What to work on ▸ Only one thing is required: the number of lines in the entries below that contain "limit".

Available records START

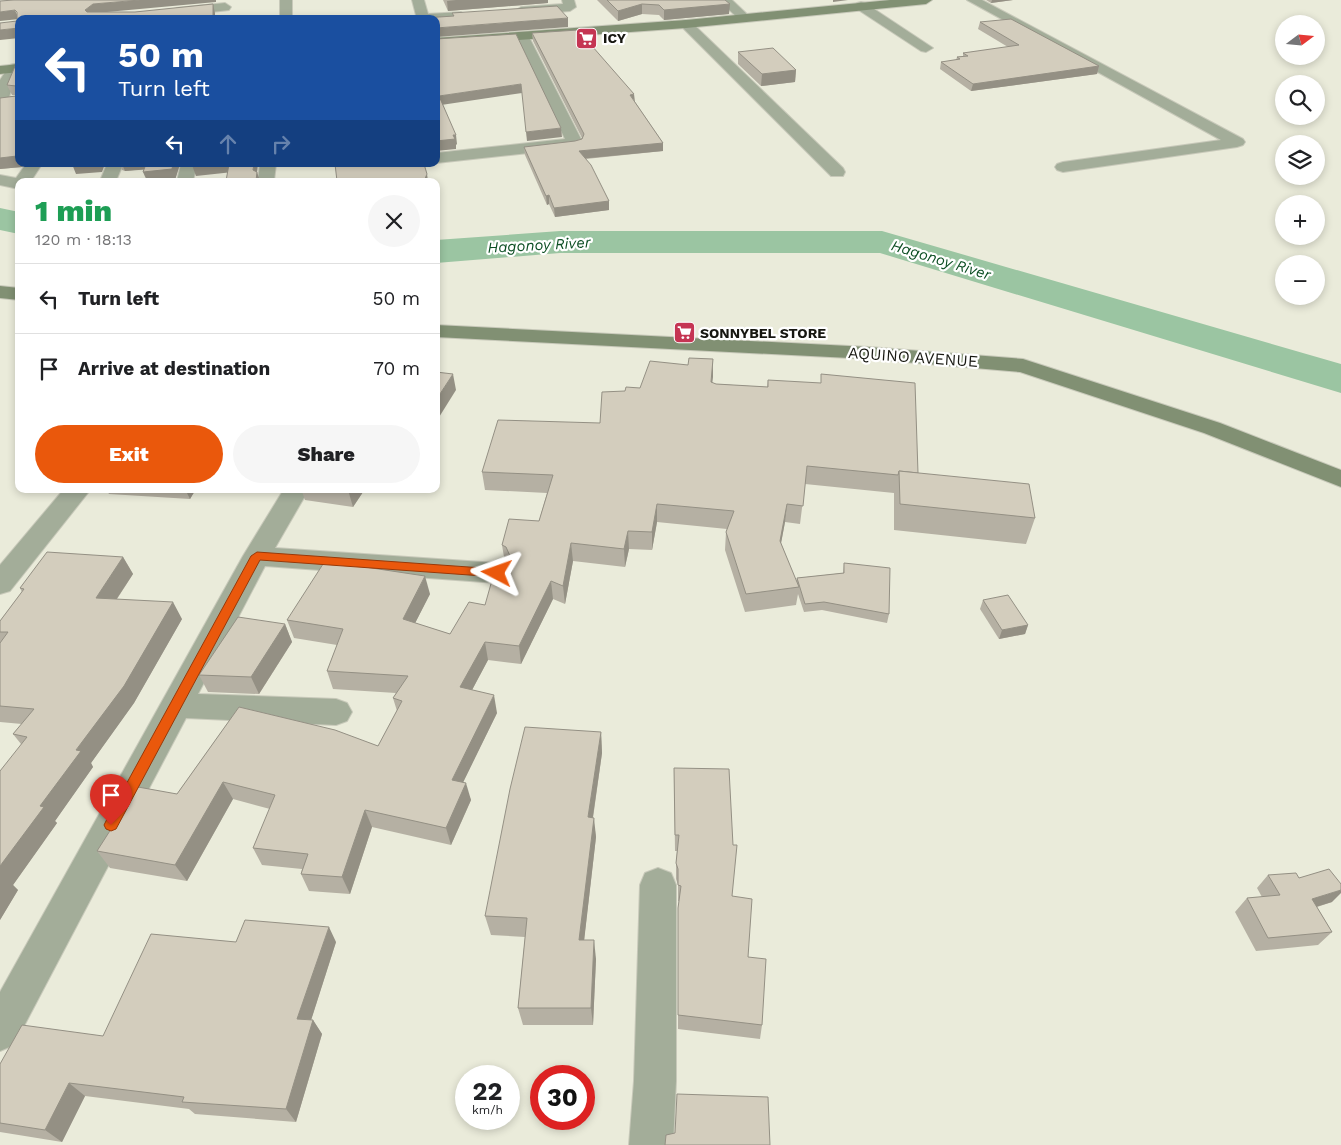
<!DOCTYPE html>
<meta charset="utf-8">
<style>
:root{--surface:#fff;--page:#f6f6f6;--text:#202124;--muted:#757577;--line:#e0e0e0;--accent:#ea580c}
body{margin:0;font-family:"Work Sans",sans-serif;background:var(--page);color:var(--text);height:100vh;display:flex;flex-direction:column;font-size:19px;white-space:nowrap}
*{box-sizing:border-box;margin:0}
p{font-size:16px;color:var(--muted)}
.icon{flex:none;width:28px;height:28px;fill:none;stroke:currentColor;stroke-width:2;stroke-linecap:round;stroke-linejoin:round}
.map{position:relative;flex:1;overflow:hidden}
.sheet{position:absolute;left:15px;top:178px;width:425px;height:315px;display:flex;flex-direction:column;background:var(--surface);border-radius:10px;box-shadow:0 2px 8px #0003}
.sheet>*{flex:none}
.banner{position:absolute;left:15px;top:15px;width:425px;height:152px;border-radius:10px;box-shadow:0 2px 8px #0003;background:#1a4fa0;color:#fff;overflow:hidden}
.needle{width:32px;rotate:74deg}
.buttons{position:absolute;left:1275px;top:15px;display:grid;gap:10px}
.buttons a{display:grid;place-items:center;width:50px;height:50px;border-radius:50%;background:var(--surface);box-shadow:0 2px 8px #0003;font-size:25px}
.speed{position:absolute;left:455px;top:1065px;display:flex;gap:10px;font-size:25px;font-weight:700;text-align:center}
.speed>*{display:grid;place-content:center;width:65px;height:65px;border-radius:50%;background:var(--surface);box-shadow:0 2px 8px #0003;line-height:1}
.speed small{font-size:12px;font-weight:400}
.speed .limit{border:8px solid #d22;background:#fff;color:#111}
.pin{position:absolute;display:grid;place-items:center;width:42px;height:42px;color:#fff;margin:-51px -21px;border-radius:50% 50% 50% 0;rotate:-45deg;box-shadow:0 0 5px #0007}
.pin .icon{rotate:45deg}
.me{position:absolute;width:55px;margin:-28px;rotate:274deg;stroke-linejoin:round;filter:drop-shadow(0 0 4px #0008)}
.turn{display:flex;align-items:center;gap:18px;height:105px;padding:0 20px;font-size:22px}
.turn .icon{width:65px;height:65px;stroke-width:2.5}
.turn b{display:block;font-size:35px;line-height:42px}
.lanes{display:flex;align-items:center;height:48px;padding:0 20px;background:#0003;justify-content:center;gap:25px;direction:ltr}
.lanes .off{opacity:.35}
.round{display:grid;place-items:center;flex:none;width:52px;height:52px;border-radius:26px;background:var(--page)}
.overview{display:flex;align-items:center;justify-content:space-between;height:85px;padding:0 20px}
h1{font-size:30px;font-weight:800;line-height:38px;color:#1e9e55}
.action{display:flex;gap:10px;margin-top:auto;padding:10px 20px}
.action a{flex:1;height:58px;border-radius:30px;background:var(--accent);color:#fff;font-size:20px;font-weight:800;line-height:58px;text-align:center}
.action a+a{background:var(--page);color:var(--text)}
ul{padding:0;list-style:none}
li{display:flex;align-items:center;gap:15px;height:70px;padding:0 20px;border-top:1px solid var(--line)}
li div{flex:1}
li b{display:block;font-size:19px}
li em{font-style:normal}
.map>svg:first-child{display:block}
</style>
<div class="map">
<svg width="1341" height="1145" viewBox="0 0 1341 1145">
<rect width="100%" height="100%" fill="#eaebda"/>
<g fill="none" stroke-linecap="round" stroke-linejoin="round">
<g fill="#9bc5a2" fill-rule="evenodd">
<path d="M0,208l19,4v22l-19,-4z"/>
<path d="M560,231h322l459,133v29l-461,-140h-320l-124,10v-23z"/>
</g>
<defs>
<g id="street">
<rect x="280" y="0" width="12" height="19"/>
<path d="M412,0h12l4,14 33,-2 6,4 -6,4 -25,1v-2h-19z"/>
<path d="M562,0h12l2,7 -6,4 -49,4 -6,-4 6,-4 42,-3z"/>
<path d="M719,0h13l19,18 -2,3h-8z"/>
<path d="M967,0h15l261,139 2,3 -2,3 -6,2 -174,25 -6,-2 -2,-3 2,-3 6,-2 158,-22z"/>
<path d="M861,2l4,1 68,45 -7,4 -5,-1 -64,-42 -2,-3 2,-3z"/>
<path d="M225,3l6,4 -2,3 -52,6 -6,-4 6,-4z"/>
<path d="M686,20l4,1 153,147 2,4 -2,4h-12l-149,-149 -2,-3 2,-3z"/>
<path d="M523,33l6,4 54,106 -2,3 -6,2 -139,15v-10l129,-14 -48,-102z"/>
<path d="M15,64l4,1c0,11 -7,21 -10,32h10v8l-19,1v-26l10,-15z"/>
<path d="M26,164h16l-11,17h-12v8l-19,-4v-10l16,3z"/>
<path d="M107,164h16l-7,17h-16z"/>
<path d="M181,164h16l-4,17h-16z"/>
<path d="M260,164h16l-2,17h-16z"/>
<path d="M64,489h27l-81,102 -10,3v-29z"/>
<path d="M284,489h25l-34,59 222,15 10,3 4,7 -4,7 -10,3 -232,-17 -67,128 138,5 11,4 5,9 -5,9 -11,4 -150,-7 -172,327 -14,6v-59l243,-436z"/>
<path d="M658,868l13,5 5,12v196l-3,64h-44l5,-64 6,-196 5,-12z"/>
</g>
<g id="secondary">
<path d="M890,0h42l-6,4 -240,24 -250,18v-8l250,-18z"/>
<path d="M19,64v8l-19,2v-8z"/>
<path d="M0,286l19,2v12l-19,-2z"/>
<path d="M436,325l433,22 154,12 197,64 121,47v17l-137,-54 -184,-61 -151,-13 -433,-22z"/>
</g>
</defs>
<use href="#street" stroke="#c8c9ba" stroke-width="2"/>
<use href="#secondary" stroke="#c8c9ba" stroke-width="2"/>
<use href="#street" fill="#a3ad99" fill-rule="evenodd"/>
<use href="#secondary" fill="#819073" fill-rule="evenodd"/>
</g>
<g fill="#b5b0a3">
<path d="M443,0h105v3l-100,8z"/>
<path d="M597,0h128l4,14 -65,6 -5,-5 -17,-1 -24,7z"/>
<path d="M986,0h27l-22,3z"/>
<path d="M980,22l119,44 -2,8 -126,17 -31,-22 1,-7 15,-2 1,-3 6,-1v-3l45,-6 -30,-18z"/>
<path d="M532,33l103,69 28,41v8l-77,8 23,42v9l-54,7 -6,-13 -2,1 -22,-50 -1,-8 51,-6 7,-3 -49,-97z"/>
<path d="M738,52l58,18 -1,12 -34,4 -23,-22z"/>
<path d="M19,57v107h6l-3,3 -22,2v-71l16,-2v-1h-4l-5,-10z"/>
<path d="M120,164h60l-5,16 -31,-11 -19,2 -3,-1z"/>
<path d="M713,359l-1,24 4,1 51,3 1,-7 150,93 117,45 -9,26 -132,-14v-37l-89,-9 -5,40 -15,-2 -4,21 15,38 1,-3 46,-5 1,-10 45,51 -2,9 -65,-13 -18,2 -6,-18 -2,11 -51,7 -20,-62 1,-18 1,-3 -70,-7 -5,28 -23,-1 -4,18 -52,-6 -8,43 -12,-5 -32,65 -33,-4 -16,30 25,23 -34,69 8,18 -20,45 -79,-18 -22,67 -41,-3 -8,-17 1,-5 -40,-4 -9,-17 17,-39 -37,-10 -46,82 -77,-13 -13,-17 80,-57 62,-87 139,39 19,-35 -4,-13 3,-5 -63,-4 -6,-18 10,-26 -43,-7 -7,-18 143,-26 -15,29 35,11 35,-29 20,-42 -3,-18 37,-24 8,-28 -62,-3 -3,-18 118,-49 25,-32 15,-3 48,-23z"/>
<path d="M106,489h90l-6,10 -81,-5z"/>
<path d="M301,489h64l-12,18 -48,-7z"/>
<path d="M123,557l10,17 -16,25 65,20 -48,84 -43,60 2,4 -38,54 2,2 -44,62 5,5 -18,30 21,-176 -8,-10 9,-10 -22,-2v-101l22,-29 -2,-4z"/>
<path d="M983,600l45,25 -3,9 -26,5 -19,-30z"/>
<path d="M285,624l7,18 -33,52 -51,-2 -9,-17z"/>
<path d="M601,732l1,21 -9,65 3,19 -12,103 12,19 -3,66h-70l-5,-17 7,-71 -34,-2 -6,-19z"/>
<path d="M674,768l58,128 16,61 14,68 -2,14 -82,-10v-106l1,-22h-1v-16l-2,-6v-16l1,-12h-2z"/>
<path d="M1268,875l31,3 33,24 -15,5 15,25 -14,13 -62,6 -21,-39 12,-14 15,-1 -5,-9z"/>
<path d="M236,942h100l-25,78h2l9,14 -26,88 -101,-8 -6,-5 -104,-13 -23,46 -62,-10v-68l103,-28z"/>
</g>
<g fill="#949084">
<path d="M140,0h76v2l-120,11 -8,6 -3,-9 8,-6z"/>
<path d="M456,0h92v3l-100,8 -1,-10z"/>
<path d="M833,0h15l-15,2z"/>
<path d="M992,0h21l-22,3z"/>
<path d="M213,4l2,9v6h-2z"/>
<path d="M642,4v10l-24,7v-10z"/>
<path d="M730,4l-1,10 -65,6v-10z"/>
<path d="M15,10l4,9 -19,2v-9z"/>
<path d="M568,18v9l-132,10v-9z"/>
<path d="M19,28v10l-19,2v-10z"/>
<path d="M1099,66l-2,8 -126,17 2,-7z"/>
<path d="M796,70l-1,12 -34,4 1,-12z"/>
<path d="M521,84l1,9 -81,12 -2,-9z"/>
<path d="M634,94l1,8 -5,-7z"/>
<path d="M561,128l1,9 -35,4 -1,-9z"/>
<path d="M453,135h3l1,9 -1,1v4l-20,2v-10z"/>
<path d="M663,143v8l-84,8v-8z"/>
<path d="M0,149l19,5v10h6l-3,3 -22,2z"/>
<path d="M43,164h14l-13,1z"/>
<path d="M72,164h33l-3,8 -26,2z"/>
<path d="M122,164h28l2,5 -27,2z"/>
<path d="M173,164h7l-5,16 -15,1h-13l-4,-9z"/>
<path d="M207,164h23l3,8 -37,4 -4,-11z"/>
<path d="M254,164h4l-2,17 -3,-11z"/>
<path d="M257,172l3,9h-4z"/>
<path d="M427,174l1,7h-4z"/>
<path d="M549,195v9l-2,1 -1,-9z"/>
<path d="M609,201v9l-54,7 -1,-9z"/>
<path d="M713,359v18l-3,23 1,-18z"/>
<path d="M453,374l3,16 -20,32v-22z"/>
<path d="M185,489h11l-6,10z"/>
<path d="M349,489h16l-12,18 -5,-17z"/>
<path d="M657,504v18l-5,28v-18z"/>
<path d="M787,504l-2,18 -7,37 2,-18z"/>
<path d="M628,531l1,18 -4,18 -1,-18z"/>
<path d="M571,543l2,18 -8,43 -2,-18z"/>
<path d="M123,557l10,17 -27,41 -10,-17z"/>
<path d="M425,576l5,18 -22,43 -5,-18z"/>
<path d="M551,581l2,18 -32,65 -2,-18z"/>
<path d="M173,602l9,17 -48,84 -43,60 2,4 -38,54 2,2 -44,62 5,5 -18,30v-54l40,-60z"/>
<path d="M285,624l7,18 -33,52 -8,-17z"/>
<path d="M1028,625l-3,9 -26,5 3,-9z"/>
<path d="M485,642l3,18 -24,45 -4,-18z"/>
<path d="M494,695l3,18 -41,84 -4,-17z"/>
<path d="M601,732l1,21 -12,84 -2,-20z"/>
<path d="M223,782l10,17 -46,82 -12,-16z"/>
<path d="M466,783l5,17 -20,45 -5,-17z"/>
<path d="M365,810l7,17 -22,67 -8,-17z"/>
<path d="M594,818l2,19 -14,122 -3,-19z"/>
<path d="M1341,890v3l-9,9 -33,10 13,-13z"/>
<path d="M329,927l7,15 -29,91 -10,-14z"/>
<path d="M594,940l2,19 -3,66 -2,-17z"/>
<path d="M313,1020l9,14 -26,88 -10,-13z"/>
<path d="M69,1083l16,13 -23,46 -17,-12z"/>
</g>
<g fill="#d3cdbd" stroke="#949084">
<path d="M14,0h126l-47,4 -8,6 2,2h48l78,-8v15h-194v9l-19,2v-7l17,-2v-9l-2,-2 -15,2v-11z"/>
<path d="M607,0h118l5,4 -66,6 -5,-5 -17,-1 -24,7z"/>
<path d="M557,6l11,12 -132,10v-9h-27l45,-3 -2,-3z"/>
<path d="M1011,19l88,47 -126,18 -32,-22 19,-3 -3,-2 11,-1 -5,-3 56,-8 -39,-23z"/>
<path d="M578,30l56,64 -4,1 33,48 -84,8 12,14 18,36 -55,7 -5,-13 -3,1 -22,-49 51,-6 7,-2 2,-5 -52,-101z"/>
<path d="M516,34l45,94 -35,4 -5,-48 -82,12 17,39h-3l2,4 -19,2v-102z"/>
<path d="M773,48l23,22 -34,4 -24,-22z"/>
<path d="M19,57v97l-2,2 -17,2v-60l16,-2v-10l-9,-1z"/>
<path d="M146,164h27l-1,5 -29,3z"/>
<path d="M193,164h14l-15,1z"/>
<path d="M229,164h25l-1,6 4,2 -1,9h-30z"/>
<path d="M335,164h89l3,10 -3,7h-87z"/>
<path d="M689,358l24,1 -2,23 5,2 52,3v-7l53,3v-9l94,9 3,90 -19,-2 -1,4 -91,-9 -4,40 -16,-2 -7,37 19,46 -53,7 -20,-62 8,-21 -77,-7 -5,28 -24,-1 -4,18 -53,-6 -8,43 -12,-5 -32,65 -34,-4 -25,45 34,8 -42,85 14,3 -20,45 -81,-18 -23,67 -41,-3 7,-20 -55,-6 22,-53 -52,-13 -48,83 -78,-14 41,-64 39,7 62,-87 96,23 43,16 24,-45 -9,-3 15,-22 -81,-5 16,-42 -56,-9 38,-59 100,15 -22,43 47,15 19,-32 16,3 11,-39 9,-2 5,-8 -4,-9 -4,-2 7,-26 30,2 14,-46 -71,-3 16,-52 102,3 2,-31 23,-1 1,-4 14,1 10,-27 38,4z"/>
<path d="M436,372l17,2 -17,26z"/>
<path d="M899,471l130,13 6,34 -135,-14z"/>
<path d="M337,489h12l-1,1z"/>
<path d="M47,552l76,5 -27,41 77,4 -49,84 -48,64 5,1 -41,55 4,1 -44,59v-95l27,-34 -14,-3 21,-25 -34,-3v-63l8,-11h-8v-11l24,-32 -4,-1z"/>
<path d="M844,563l46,5 -1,46 -65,-12 -19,2 -8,-26 47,-5z"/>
<path d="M1008,595l20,30 -26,5 -19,-30z"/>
<path d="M238,617l47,7 -34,53 -52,-2z"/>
<path d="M525,727l76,5 -13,85 6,1 -15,122h15l-3,68h-73l9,-90 -42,-2 25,-127z"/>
<path d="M674,768l55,1 4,76h4l-5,51 20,3 -4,58 18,2 -4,66 -84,-10v-107l3,-22 -3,-1v-16l-2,-6 3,-28h-4z"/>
<path d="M1329,869l12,15v6l-29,9 20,33 -64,6 -21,-40 33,-3 -12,-20 28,-2 3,5z"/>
<path d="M245,920l84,7 -32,92 16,1 -27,89 -104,-7 2,-5 -115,-14 -24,47 -45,-7v-59l22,-39 81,11 48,-102 85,8z"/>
<path d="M677,1094l91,3 2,48h-105l1,-10 9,-2z"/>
</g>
<path fill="#ea580c" stroke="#983908" d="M257,552l240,17 6,4 -6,4 -237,-17 -144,269 -5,2 -5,-2 -2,-4 2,-4 145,-265z"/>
<defs>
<symbol id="supermarket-square" viewBox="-11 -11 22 22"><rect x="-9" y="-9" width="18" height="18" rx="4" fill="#c53553" stroke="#fff"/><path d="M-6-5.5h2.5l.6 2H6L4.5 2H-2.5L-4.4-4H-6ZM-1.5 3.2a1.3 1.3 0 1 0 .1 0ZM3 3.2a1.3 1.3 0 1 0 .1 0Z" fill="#fff"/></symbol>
</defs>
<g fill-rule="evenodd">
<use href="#supermarket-square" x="574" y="26" width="25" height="25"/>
<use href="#supermarket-square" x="672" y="320" width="25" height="25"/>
</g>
<g text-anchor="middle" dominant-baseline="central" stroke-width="4.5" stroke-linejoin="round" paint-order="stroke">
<g font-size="14" font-weight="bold" fill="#171711" stroke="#fff" text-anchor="start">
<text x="603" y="38">ICY</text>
<text x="700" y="333">SONNYBEL STORE</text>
</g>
<g font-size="15" font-style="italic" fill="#0a4d21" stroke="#fff">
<text transform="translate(539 245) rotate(-3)">Hagonoy River</text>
<text transform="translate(941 260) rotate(17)">Hagonoy River</text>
</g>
<g font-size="16" fill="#171711" stroke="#fff">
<text transform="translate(913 357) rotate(4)">AQUINO AVENUE</text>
</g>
</g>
</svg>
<div class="buttons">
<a><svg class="needle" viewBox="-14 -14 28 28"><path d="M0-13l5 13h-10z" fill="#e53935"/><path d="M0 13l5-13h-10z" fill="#757577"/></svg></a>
<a><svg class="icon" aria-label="search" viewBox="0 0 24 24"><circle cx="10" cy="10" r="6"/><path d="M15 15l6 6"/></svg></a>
<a><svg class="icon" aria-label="layers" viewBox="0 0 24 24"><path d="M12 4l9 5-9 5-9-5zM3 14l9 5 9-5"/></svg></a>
<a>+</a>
<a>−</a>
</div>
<div class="speed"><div>22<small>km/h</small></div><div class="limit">30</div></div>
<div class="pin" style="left:111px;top:825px;background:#d93025"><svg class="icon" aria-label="arrive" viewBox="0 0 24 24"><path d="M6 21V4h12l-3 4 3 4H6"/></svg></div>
<svg class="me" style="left:497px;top:573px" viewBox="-20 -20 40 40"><path d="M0-17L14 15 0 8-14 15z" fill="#ea580c" stroke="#fff" stroke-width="4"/></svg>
<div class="banner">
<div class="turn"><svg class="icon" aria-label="left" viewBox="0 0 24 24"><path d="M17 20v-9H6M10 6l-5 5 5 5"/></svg><div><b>50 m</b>Turn left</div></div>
<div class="lanes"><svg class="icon" aria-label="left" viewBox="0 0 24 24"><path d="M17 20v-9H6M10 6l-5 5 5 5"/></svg><svg class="icon off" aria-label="ahead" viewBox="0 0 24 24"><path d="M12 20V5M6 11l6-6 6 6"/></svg><svg class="icon off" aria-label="right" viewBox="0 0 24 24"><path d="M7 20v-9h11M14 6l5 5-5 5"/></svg></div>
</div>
<section class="sheet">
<div class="overview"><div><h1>1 min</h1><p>120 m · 18:13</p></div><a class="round"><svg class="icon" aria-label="close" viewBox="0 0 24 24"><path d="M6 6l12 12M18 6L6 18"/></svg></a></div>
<ul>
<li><svg class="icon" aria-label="left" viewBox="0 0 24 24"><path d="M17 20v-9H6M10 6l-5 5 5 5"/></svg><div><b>Turn left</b></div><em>50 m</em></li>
<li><svg class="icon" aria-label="arrive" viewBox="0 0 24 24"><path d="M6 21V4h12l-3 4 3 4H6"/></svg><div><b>Arrive at destination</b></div><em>70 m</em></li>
</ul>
<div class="action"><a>Exit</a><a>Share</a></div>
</section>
</div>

Available records END

Expected answer ▸ 2